__Activity__
Each line of the data below that holds the word "overflow" is to be reported in full.

-.-.-

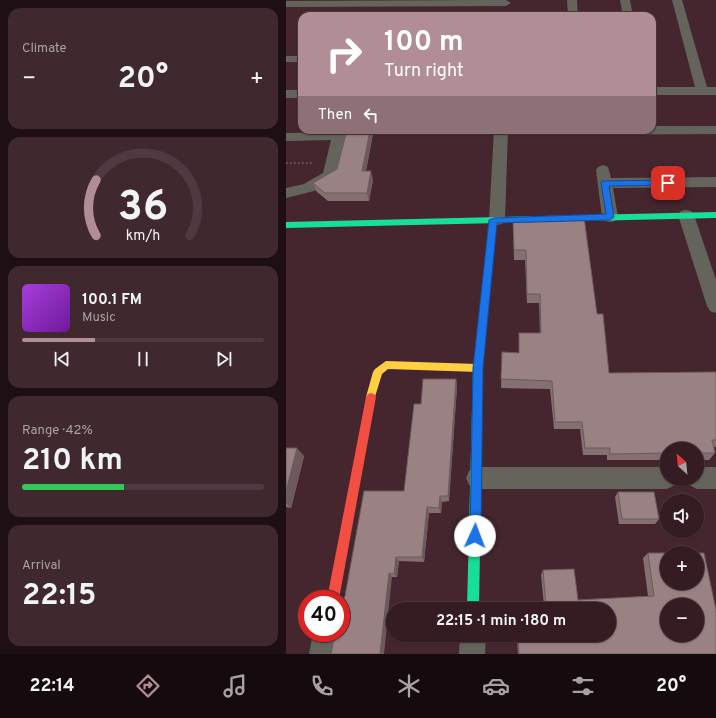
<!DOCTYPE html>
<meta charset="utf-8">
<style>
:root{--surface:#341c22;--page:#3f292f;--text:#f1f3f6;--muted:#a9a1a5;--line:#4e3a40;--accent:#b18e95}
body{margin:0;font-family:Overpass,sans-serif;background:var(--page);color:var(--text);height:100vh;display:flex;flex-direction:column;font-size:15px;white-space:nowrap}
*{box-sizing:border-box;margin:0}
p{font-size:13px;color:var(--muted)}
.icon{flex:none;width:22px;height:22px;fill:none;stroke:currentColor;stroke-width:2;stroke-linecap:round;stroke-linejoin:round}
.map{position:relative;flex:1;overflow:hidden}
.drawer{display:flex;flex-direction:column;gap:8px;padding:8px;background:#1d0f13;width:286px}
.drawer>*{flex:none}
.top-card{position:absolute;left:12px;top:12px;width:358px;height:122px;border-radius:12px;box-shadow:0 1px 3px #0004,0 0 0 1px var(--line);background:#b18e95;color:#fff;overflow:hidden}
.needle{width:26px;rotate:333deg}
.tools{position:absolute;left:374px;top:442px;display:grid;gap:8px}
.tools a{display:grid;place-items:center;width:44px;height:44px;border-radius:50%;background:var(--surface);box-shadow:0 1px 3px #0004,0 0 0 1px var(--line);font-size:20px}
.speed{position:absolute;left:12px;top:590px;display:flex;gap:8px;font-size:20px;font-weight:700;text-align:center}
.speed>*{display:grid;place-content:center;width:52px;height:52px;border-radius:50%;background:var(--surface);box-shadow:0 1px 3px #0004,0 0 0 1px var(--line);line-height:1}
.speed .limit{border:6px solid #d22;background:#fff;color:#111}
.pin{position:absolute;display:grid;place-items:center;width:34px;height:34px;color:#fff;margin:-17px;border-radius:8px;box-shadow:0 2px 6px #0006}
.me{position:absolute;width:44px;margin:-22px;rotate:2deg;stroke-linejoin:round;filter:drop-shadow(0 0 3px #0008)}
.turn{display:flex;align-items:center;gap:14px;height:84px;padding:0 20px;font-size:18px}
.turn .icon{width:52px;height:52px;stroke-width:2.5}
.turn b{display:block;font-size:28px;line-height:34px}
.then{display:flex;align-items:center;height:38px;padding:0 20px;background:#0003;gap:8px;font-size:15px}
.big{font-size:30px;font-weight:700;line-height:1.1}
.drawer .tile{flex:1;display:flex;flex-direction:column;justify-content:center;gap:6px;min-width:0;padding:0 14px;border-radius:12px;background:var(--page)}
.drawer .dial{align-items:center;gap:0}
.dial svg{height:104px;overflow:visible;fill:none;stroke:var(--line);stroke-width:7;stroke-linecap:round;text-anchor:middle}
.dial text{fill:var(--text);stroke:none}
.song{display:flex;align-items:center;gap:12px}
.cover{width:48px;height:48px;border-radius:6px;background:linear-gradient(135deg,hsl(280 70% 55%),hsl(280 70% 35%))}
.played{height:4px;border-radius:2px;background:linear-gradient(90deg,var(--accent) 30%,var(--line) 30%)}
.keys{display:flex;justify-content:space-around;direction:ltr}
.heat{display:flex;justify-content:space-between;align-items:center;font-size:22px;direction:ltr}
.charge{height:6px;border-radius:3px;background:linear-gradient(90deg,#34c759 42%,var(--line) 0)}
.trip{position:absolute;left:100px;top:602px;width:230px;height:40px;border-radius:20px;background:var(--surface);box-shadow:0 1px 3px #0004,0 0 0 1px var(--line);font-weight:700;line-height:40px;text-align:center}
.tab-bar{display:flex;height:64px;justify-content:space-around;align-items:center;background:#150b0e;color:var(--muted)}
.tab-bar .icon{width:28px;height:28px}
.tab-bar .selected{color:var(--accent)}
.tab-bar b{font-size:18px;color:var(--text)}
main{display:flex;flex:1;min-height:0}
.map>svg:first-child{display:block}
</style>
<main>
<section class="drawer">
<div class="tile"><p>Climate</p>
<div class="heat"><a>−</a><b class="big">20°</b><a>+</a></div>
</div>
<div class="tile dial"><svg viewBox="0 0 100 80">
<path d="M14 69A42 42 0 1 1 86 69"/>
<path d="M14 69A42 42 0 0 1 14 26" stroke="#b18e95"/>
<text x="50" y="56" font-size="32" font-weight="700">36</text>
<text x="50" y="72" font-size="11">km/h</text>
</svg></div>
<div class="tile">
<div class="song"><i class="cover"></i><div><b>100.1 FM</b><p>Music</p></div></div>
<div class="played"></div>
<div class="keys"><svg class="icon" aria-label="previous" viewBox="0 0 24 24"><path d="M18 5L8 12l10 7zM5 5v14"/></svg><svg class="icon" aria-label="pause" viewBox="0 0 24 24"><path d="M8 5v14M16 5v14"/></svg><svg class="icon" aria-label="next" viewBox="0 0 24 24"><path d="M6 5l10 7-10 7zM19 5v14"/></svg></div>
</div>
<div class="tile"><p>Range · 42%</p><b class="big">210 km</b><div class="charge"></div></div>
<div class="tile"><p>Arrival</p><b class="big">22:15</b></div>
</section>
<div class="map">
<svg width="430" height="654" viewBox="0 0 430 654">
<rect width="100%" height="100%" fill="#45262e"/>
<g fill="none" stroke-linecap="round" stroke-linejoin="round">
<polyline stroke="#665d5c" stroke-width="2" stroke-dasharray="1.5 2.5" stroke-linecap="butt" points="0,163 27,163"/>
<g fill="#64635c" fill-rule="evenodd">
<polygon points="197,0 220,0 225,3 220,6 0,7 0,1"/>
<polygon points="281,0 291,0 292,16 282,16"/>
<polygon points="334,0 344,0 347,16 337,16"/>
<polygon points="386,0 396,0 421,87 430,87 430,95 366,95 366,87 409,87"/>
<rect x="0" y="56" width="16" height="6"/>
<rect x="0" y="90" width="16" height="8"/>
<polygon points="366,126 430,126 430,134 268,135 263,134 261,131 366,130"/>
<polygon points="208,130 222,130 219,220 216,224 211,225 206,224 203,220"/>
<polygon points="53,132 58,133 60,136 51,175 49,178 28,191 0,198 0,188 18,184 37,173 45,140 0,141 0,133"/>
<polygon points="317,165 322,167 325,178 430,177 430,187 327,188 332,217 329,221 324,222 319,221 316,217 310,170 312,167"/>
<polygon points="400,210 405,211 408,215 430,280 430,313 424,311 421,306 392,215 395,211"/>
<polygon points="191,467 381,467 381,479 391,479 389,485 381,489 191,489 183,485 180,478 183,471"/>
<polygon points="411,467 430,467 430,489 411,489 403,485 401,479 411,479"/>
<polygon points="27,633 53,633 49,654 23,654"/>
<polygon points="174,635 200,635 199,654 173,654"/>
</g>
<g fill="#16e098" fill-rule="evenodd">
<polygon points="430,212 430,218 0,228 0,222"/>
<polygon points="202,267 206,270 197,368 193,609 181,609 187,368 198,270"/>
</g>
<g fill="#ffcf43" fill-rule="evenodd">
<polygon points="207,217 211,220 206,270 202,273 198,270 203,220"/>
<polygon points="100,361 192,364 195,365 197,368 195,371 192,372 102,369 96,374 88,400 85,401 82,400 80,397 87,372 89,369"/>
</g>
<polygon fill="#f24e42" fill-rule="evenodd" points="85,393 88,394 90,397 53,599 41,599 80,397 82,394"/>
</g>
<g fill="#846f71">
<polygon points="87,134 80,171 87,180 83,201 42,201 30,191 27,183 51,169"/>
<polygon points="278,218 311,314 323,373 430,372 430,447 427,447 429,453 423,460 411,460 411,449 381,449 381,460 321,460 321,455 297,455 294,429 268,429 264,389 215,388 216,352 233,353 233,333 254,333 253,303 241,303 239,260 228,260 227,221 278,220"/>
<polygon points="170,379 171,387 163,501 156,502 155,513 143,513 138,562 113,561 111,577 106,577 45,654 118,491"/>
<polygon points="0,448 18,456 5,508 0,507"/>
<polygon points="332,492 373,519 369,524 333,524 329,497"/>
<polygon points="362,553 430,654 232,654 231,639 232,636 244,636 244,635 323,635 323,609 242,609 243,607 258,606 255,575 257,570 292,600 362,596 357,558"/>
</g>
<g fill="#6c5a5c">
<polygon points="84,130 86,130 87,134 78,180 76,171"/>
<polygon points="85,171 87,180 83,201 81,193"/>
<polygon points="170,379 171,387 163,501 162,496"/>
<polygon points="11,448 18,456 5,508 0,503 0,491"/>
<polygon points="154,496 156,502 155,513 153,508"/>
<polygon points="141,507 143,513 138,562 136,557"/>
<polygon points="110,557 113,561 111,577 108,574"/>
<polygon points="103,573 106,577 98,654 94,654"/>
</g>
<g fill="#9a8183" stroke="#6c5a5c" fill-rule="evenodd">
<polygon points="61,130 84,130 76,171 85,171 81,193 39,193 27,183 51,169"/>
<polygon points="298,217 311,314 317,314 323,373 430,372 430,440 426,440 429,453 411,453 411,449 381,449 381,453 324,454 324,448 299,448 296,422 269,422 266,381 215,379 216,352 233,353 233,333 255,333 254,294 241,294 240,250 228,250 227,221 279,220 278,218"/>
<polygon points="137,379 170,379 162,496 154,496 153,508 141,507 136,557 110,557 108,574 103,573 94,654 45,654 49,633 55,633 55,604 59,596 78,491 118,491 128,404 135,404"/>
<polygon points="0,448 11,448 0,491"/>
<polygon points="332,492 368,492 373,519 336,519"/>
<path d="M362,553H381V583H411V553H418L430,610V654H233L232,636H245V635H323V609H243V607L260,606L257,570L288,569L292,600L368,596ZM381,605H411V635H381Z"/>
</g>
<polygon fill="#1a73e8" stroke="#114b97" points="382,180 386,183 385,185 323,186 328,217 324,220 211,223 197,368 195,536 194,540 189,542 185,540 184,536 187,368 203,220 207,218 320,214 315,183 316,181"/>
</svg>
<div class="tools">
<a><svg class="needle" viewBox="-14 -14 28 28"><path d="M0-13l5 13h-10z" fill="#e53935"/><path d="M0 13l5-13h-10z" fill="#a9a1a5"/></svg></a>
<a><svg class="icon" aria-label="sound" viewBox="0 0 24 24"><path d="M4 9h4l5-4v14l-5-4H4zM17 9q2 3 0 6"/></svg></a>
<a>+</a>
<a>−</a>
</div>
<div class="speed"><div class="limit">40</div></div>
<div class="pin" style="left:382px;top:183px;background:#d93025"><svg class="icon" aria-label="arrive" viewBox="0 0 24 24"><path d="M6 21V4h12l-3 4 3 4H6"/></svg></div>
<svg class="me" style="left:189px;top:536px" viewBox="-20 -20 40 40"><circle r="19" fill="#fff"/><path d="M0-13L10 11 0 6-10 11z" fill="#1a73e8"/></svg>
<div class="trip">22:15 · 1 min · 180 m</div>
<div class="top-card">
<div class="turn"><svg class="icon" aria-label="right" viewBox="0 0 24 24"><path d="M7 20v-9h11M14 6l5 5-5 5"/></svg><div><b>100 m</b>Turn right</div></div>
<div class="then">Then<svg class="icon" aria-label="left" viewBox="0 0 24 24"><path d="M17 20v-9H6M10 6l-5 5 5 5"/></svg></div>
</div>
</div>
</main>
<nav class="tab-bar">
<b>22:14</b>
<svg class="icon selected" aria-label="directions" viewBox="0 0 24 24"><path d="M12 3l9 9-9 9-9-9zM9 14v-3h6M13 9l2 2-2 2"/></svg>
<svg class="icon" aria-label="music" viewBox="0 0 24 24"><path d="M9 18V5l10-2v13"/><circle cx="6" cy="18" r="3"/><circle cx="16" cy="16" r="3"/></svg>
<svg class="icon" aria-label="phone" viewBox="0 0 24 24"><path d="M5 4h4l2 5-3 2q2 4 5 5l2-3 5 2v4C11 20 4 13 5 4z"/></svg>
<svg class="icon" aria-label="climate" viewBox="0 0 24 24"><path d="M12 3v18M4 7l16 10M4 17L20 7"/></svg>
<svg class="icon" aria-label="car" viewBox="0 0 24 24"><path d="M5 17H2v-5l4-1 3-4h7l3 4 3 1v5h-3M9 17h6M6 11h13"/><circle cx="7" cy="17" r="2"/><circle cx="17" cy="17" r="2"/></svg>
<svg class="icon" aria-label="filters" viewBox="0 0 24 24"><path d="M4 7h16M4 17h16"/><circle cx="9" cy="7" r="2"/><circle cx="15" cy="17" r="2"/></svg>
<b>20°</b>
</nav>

-.-.-

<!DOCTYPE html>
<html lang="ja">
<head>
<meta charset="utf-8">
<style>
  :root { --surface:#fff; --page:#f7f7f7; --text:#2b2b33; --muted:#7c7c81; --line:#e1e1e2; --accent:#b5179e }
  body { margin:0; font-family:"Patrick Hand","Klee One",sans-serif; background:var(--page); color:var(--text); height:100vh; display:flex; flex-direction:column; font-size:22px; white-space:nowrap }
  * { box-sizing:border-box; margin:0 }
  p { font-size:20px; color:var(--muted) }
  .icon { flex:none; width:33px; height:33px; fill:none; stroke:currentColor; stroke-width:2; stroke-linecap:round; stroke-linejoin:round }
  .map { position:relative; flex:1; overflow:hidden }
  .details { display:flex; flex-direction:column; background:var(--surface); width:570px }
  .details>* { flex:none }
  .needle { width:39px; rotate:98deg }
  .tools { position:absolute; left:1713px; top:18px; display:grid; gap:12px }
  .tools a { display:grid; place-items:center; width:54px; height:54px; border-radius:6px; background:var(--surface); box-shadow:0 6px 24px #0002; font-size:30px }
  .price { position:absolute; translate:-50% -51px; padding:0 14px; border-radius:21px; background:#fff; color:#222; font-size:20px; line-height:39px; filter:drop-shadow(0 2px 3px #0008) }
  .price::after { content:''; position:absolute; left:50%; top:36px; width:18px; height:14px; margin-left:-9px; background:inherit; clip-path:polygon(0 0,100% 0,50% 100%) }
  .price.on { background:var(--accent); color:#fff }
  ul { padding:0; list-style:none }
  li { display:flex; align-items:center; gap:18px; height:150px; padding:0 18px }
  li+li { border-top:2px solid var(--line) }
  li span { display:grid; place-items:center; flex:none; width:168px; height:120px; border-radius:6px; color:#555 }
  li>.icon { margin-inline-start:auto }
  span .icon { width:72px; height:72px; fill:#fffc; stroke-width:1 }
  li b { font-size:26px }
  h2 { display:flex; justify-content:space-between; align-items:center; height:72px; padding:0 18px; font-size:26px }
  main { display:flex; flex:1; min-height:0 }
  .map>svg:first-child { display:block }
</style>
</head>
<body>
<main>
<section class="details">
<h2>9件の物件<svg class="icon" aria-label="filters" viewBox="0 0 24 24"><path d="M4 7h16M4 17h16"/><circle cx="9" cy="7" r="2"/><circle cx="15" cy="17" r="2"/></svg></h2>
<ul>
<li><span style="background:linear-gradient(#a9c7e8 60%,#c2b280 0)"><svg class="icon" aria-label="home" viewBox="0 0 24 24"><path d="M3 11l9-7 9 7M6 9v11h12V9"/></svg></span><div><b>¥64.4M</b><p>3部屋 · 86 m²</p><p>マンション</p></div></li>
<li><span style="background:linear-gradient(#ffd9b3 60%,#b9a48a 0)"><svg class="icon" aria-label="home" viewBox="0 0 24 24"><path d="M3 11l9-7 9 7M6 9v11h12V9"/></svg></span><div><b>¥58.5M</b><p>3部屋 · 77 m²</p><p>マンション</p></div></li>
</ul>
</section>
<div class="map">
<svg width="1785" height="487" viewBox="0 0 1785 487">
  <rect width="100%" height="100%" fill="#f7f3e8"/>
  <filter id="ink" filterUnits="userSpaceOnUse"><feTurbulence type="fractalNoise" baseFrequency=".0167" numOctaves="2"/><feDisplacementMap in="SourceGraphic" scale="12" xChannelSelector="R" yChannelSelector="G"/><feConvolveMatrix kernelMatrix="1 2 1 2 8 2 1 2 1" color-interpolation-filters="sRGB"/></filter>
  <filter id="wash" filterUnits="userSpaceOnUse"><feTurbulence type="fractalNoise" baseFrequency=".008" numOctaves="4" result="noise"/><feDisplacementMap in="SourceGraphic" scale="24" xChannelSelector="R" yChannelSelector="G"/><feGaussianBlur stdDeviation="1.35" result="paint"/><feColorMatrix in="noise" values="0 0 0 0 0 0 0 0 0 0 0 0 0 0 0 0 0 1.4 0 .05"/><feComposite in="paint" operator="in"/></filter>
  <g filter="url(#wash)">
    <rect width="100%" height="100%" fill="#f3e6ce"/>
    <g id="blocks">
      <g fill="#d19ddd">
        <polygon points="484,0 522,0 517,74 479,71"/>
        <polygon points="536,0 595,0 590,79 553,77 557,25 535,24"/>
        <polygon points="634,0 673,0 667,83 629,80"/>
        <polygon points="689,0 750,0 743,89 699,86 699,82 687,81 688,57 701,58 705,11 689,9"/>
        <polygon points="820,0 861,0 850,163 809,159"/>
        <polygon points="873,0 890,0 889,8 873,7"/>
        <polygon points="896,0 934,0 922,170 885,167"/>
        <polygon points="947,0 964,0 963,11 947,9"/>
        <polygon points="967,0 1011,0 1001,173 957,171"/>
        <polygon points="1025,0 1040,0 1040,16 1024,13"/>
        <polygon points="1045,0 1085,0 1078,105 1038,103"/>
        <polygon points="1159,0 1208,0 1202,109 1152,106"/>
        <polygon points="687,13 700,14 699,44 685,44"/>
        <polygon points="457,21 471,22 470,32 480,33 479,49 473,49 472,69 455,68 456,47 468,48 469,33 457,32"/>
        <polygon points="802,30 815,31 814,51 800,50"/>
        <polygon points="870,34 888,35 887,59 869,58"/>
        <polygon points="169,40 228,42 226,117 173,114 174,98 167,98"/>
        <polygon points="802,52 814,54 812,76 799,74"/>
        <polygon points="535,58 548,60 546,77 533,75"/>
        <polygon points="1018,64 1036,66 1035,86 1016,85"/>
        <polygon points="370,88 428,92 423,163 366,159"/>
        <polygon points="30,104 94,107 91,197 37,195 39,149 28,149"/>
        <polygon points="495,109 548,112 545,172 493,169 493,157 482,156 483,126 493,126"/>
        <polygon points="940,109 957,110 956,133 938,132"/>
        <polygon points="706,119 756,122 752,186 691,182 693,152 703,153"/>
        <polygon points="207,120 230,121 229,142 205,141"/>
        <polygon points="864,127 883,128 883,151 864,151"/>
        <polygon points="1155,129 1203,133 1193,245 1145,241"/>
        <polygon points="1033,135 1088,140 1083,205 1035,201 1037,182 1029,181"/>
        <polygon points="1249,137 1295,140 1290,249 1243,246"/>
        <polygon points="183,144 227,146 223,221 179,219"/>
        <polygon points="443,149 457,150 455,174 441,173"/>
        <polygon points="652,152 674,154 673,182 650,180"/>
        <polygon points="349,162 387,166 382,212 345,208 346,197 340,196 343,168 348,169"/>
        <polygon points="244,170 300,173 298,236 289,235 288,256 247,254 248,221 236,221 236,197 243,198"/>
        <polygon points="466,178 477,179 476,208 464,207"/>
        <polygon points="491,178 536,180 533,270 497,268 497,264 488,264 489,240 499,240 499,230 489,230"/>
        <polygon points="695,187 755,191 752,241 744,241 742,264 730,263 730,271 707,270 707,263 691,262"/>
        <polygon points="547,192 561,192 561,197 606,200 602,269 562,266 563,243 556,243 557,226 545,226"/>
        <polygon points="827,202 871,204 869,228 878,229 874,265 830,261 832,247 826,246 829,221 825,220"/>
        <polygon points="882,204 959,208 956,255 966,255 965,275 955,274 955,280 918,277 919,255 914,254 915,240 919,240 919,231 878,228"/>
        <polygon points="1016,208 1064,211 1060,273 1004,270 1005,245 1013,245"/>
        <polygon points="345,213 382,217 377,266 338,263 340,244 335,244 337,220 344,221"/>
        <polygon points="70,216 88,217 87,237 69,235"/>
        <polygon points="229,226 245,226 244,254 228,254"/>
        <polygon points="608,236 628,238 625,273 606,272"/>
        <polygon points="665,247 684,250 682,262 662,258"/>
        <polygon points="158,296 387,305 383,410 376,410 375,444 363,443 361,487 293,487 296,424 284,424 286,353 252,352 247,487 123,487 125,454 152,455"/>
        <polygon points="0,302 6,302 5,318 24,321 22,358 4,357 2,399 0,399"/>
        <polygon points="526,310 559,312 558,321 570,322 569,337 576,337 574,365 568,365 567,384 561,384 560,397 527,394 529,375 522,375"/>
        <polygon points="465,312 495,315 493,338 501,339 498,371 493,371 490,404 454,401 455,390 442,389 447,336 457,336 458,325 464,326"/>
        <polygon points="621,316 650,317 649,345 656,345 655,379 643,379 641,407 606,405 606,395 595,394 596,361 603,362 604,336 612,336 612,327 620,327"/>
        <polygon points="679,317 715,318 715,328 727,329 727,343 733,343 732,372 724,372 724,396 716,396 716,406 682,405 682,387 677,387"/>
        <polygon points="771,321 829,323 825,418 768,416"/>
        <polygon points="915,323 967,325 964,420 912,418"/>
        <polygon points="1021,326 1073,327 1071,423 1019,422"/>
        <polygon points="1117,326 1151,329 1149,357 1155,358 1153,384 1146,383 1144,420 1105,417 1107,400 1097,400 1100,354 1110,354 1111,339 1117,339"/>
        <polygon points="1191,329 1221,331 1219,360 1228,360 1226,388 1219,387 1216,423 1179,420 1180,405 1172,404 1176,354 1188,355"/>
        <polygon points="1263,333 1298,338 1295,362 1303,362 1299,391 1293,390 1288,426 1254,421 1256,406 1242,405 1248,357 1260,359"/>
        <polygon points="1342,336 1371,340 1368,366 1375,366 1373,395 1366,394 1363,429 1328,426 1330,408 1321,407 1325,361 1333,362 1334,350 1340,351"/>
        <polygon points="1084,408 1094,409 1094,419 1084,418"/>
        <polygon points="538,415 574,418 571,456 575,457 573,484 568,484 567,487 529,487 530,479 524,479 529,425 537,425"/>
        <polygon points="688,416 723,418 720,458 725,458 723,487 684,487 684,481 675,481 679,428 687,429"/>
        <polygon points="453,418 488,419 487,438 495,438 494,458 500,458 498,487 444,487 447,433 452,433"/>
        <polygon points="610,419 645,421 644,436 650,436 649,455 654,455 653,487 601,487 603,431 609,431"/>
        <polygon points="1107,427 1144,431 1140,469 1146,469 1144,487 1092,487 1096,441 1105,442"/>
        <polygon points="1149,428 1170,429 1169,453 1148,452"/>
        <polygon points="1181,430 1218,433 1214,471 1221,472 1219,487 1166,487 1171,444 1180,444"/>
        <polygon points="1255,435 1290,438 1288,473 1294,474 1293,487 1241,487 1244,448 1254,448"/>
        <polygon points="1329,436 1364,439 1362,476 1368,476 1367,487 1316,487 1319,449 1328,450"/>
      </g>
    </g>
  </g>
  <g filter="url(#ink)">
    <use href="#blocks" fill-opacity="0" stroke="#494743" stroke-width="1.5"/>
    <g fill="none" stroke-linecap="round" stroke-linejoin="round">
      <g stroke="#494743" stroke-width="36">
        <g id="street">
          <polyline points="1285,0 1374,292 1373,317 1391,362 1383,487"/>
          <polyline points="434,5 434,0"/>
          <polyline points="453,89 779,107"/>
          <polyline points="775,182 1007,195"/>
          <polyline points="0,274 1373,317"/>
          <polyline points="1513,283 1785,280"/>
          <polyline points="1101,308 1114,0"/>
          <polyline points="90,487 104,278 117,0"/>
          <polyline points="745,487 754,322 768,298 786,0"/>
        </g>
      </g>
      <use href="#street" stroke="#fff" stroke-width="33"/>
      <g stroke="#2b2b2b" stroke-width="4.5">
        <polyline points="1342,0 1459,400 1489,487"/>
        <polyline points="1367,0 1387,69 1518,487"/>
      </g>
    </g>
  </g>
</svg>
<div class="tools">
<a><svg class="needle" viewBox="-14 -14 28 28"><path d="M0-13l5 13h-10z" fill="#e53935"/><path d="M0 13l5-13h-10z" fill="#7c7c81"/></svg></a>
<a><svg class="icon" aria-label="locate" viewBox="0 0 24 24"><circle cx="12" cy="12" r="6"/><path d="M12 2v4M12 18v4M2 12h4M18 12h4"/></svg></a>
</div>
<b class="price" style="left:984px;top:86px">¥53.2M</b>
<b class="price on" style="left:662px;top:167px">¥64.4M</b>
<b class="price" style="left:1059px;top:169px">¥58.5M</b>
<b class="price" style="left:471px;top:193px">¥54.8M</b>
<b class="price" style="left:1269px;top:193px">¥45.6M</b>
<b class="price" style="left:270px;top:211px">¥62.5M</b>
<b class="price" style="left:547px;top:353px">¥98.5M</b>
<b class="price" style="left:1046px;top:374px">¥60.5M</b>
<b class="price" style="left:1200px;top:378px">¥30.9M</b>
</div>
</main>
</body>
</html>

-.-.-

__Expected answer__
.map{position:relative;flex:1;overflow:hidden}
.top-card{position:absolute;left:12px;top:12px;width:358px;height:122px;border-radius:12px;box-shadow:0 1px 3px #0004,0 0 0 1px var(--line);background:#b18e95;color:#fff;overflow:hidden}
.dial svg{height:104px;overflow:visible;fill:none;stroke:var(--line);stroke-width:7;stroke-linecap:round;text-anchor:middle}
  .map { position:relative; flex:1; overflow:hidden }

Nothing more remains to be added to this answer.